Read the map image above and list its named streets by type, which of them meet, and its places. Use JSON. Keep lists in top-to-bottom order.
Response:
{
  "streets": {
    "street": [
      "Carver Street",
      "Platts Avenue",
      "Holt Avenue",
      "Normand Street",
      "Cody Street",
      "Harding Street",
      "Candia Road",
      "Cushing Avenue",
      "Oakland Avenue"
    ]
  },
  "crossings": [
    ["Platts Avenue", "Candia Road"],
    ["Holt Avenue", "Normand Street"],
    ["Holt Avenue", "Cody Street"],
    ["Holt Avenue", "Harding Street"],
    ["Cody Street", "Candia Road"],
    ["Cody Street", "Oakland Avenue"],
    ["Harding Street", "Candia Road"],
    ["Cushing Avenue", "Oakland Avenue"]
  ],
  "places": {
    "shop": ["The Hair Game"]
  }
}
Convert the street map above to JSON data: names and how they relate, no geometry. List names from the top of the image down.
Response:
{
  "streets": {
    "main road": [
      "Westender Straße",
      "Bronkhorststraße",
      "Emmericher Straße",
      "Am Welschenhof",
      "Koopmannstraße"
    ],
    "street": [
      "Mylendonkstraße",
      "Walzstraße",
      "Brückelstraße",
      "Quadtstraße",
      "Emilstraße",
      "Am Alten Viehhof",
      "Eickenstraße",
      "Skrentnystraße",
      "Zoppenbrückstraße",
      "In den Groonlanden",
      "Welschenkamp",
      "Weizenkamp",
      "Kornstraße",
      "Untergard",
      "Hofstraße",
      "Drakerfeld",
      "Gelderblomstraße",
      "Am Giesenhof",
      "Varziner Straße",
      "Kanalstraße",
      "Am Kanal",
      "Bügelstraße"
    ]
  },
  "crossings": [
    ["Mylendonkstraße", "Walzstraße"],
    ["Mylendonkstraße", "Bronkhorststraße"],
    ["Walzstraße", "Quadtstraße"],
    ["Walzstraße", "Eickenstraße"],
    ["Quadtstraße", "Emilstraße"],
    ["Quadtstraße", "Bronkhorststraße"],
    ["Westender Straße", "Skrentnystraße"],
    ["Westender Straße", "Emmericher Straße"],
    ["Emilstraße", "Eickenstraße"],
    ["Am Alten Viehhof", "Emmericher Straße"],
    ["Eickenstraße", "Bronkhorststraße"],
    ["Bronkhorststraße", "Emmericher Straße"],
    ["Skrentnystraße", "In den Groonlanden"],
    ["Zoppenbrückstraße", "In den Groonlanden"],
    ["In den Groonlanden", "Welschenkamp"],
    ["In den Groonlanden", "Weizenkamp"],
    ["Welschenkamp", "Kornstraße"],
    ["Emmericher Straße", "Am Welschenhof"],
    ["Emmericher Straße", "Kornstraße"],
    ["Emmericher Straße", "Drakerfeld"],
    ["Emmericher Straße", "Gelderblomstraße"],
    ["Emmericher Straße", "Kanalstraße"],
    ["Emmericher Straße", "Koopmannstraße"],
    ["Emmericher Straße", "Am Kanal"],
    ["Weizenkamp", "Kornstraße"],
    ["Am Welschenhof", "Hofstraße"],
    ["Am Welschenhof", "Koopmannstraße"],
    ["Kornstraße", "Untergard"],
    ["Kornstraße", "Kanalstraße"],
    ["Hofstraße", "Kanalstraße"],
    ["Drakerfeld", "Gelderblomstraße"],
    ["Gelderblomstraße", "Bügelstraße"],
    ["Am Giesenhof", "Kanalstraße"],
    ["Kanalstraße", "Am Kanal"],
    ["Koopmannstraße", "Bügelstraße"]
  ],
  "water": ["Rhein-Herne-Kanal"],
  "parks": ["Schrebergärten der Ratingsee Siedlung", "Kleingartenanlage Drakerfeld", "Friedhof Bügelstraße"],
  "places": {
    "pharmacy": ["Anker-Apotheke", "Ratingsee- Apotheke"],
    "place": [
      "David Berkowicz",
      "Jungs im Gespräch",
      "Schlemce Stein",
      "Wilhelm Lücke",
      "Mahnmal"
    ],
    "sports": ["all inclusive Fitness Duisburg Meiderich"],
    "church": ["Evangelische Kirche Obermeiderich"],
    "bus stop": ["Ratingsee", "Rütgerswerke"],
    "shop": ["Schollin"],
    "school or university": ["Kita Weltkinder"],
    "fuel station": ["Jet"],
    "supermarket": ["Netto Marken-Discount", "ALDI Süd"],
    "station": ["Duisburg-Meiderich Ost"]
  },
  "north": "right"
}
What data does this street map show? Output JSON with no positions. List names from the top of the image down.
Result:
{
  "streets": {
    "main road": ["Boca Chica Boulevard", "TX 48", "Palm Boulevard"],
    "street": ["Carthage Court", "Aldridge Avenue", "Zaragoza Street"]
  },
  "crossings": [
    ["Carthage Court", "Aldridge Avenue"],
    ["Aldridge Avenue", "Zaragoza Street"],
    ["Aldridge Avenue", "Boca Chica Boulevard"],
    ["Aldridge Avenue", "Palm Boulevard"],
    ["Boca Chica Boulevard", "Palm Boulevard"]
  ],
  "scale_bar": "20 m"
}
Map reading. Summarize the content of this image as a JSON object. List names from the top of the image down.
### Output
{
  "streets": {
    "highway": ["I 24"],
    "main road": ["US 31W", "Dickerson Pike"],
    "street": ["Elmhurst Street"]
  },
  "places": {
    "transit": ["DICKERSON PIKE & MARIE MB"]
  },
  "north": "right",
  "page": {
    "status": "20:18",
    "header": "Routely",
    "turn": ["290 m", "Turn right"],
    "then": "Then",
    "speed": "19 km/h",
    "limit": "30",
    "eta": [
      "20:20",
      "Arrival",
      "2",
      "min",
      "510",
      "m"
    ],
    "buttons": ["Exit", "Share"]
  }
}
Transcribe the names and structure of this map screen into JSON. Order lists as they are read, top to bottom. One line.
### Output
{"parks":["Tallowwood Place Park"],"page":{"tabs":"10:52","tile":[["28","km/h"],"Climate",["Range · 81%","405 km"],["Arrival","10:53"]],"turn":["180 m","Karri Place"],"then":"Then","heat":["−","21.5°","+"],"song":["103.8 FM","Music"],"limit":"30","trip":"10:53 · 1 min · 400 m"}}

- [YOUR TASK]
Every line of the listing above is to be written out again exactly.

- [TASK ANSWER]
Read the map image above and list its named streets by type, which of them meet, and its places. Use JSON. Keep lists in top-to-bottom order.
Response:
{
  "streets": {
    "street": [
      "Carver Street",
      "Platts Avenue",
      "Holt Avenue",
      "Normand Street",
      "Cody Street",
      "Harding Street",
      "Candia Road",
      "Cushing Avenue",
      "Oakland Avenue"
    ]
  },
  "crossings": [
    ["Platts Avenue", "Candia Road"],
    ["Holt Avenue", "Normand Street"],
    ["Holt Avenue", "Cody Street"],
    ["Holt Avenue", "Harding Street"],
    ["Cody Street", "Candia Road"],
    ["Cody Street", "Oakland Avenue"],
    ["Harding Street", "Candia Road"],
    ["Cushing Avenue", "Oakland Avenue"]
  ],
  "places": {
    "shop": ["The Hair Game"]
  }
}
Convert the street map above to JSON data: names and how they relate, no geometry. List names from the top of the image down.
Response:
{
  "streets": {
    "main road": [
      "Westender Straße",
      "Bronkhorststraße",
      "Emmericher Straße",
      "Am Welschenhof",
      "Koopmannstraße"
    ],
    "street": [
      "Mylendonkstraße",
      "Walzstraße",
      "Brückelstraße",
      "Quadtstraße",
      "Emilstraße",
      "Am Alten Viehhof",
      "Eickenstraße",
      "Skrentnystraße",
      "Zoppenbrückstraße",
      "In den Groonlanden",
      "Welschenkamp",
      "Weizenkamp",
      "Kornstraße",
      "Untergard",
      "Hofstraße",
      "Drakerfeld",
      "Gelderblomstraße",
      "Am Giesenhof",
      "Varziner Straße",
      "Kanalstraße",
      "Am Kanal",
      "Bügelstraße"
    ]
  },
  "crossings": [
    ["Mylendonkstraße", "Walzstraße"],
    ["Mylendonkstraße", "Bronkhorststraße"],
    ["Walzstraße", "Quadtstraße"],
    ["Walzstraße", "Eickenstraße"],
    ["Quadtstraße", "Emilstraße"],
    ["Quadtstraße", "Bronkhorststraße"],
    ["Westender Straße", "Skrentnystraße"],
    ["Westender Straße", "Emmericher Straße"],
    ["Emilstraße", "Eickenstraße"],
    ["Am Alten Viehhof", "Emmericher Straße"],
    ["Eickenstraße", "Bronkhorststraße"],
    ["Bronkhorststraße", "Emmericher Straße"],
    ["Skrentnystraße", "In den Groonlanden"],
    ["Zoppenbrückstraße", "In den Groonlanden"],
    ["In den Groonlanden", "Welschenkamp"],
    ["In den Groonlanden", "Weizenkamp"],
    ["Welschenkamp", "Kornstraße"],
    ["Emmericher Straße", "Am Welschenhof"],
    ["Emmericher Straße", "Kornstraße"],
    ["Emmericher Straße", "Drakerfeld"],
    ["Emmericher Straße", "Gelderblomstraße"],
    ["Emmericher Straße", "Kanalstraße"],
    ["Emmericher Straße", "Koopmannstraße"],
    ["Emmericher Straße", "Am Kanal"],
    ["Weizenkamp", "Kornstraße"],
    ["Am Welschenhof", "Hofstraße"],
    ["Am Welschenhof", "Koopmannstraße"],
    ["Kornstraße", "Untergard"],
    ["Kornstraße", "Kanalstraße"],
    ["Hofstraße", "Kanalstraße"],
    ["Drakerfeld", "Gelderblomstraße"],
    ["Gelderblomstraße", "Bügelstraße"],
    ["Am Giesenhof", "Kanalstraße"],
    ["Kanalstraße", "Am Kanal"],
    ["Koopmannstraße", "Bügelstraße"]
  ],
  "water": ["Rhein-Herne-Kanal"],
  "parks": ["Schrebergärten der Ratingsee Siedlung", "Kleingartenanlage Drakerfeld", "Friedhof Bügelstraße"],
  "places": {
    "pharmacy": ["Anker-Apotheke", "Ratingsee- Apotheke"],
    "place": [
      "David Berkowicz",
      "Jungs im Gespräch",
      "Schlemce Stein",
      "Wilhelm Lücke",
      "Mahnmal"
    ],
    "sports": ["all inclusive Fitness Duisburg Meiderich"],
    "church": ["Evangelische Kirche Obermeiderich"],
    "bus stop": ["Ratingsee", "Rütgerswerke"],
    "shop": ["Schollin"],
    "school or university": ["Kita Weltkinder"],
    "fuel station": ["Jet"],
    "supermarket": ["Netto Marken-Discount", "ALDI Süd"],
    "station": ["Duisburg-Meiderich Ost"]
  },
  "north": "right"
}
What data does this street map show? Output JSON with no positions. List names from the top of the image down.
Result:
{
  "streets": {
    "main road": ["Boca Chica Boulevard", "TX 48", "Palm Boulevard"],
    "street": ["Carthage Court", "Aldridge Avenue", "Zaragoza Street"]
  },
  "crossings": [
    ["Carthage Court", "Aldridge Avenue"],
    ["Aldridge Avenue", "Zaragoza Street"],
    ["Aldridge Avenue", "Boca Chica Boulevard"],
    ["Aldridge Avenue", "Palm Boulevard"],
    ["Boca Chica Boulevard", "Palm Boulevard"]
  ],
  "scale_bar": "20 m"
}
Map reading. Summarize the content of this image as a JSON object. List names from the top of the image down.
### Output
{
  "streets": {
    "highway": ["I 24"],
    "main road": ["US 31W", "Dickerson Pike"],
    "street": ["Elmhurst Street"]
  },
  "places": {
    "transit": ["DICKERSON PIKE & MARIE MB"]
  },
  "north": "right",
  "page": {
    "status": "20:18",
    "header": "Routely",
    "turn": ["290 m", "Turn right"],
    "then": "Then",
    "speed": "19 km/h",
    "limit": "30",
    "eta": [
      "20:20",
      "Arrival",
      "2",
      "min",
      "510",
      "m"
    ],
    "buttons": ["Exit", "Share"]
  }
}
Transcribe the names and structure of this map screen into JSON. Order lists as they are read, top to bottom. One line.
### Output
{"parks":["Tallowwood Place Park"],"page":{"tabs":"10:52","tile":[["28","km/h"],"Climate",["Range · 81%","405 km"],["Arrival","10:53"]],"turn":["180 m","Karri Place"],"then":"Then","heat":["−","21.5°","+"],"song":["103.8 FM","Music"],"limit":"30","trip":"10:53 · 1 min · 400 m"}}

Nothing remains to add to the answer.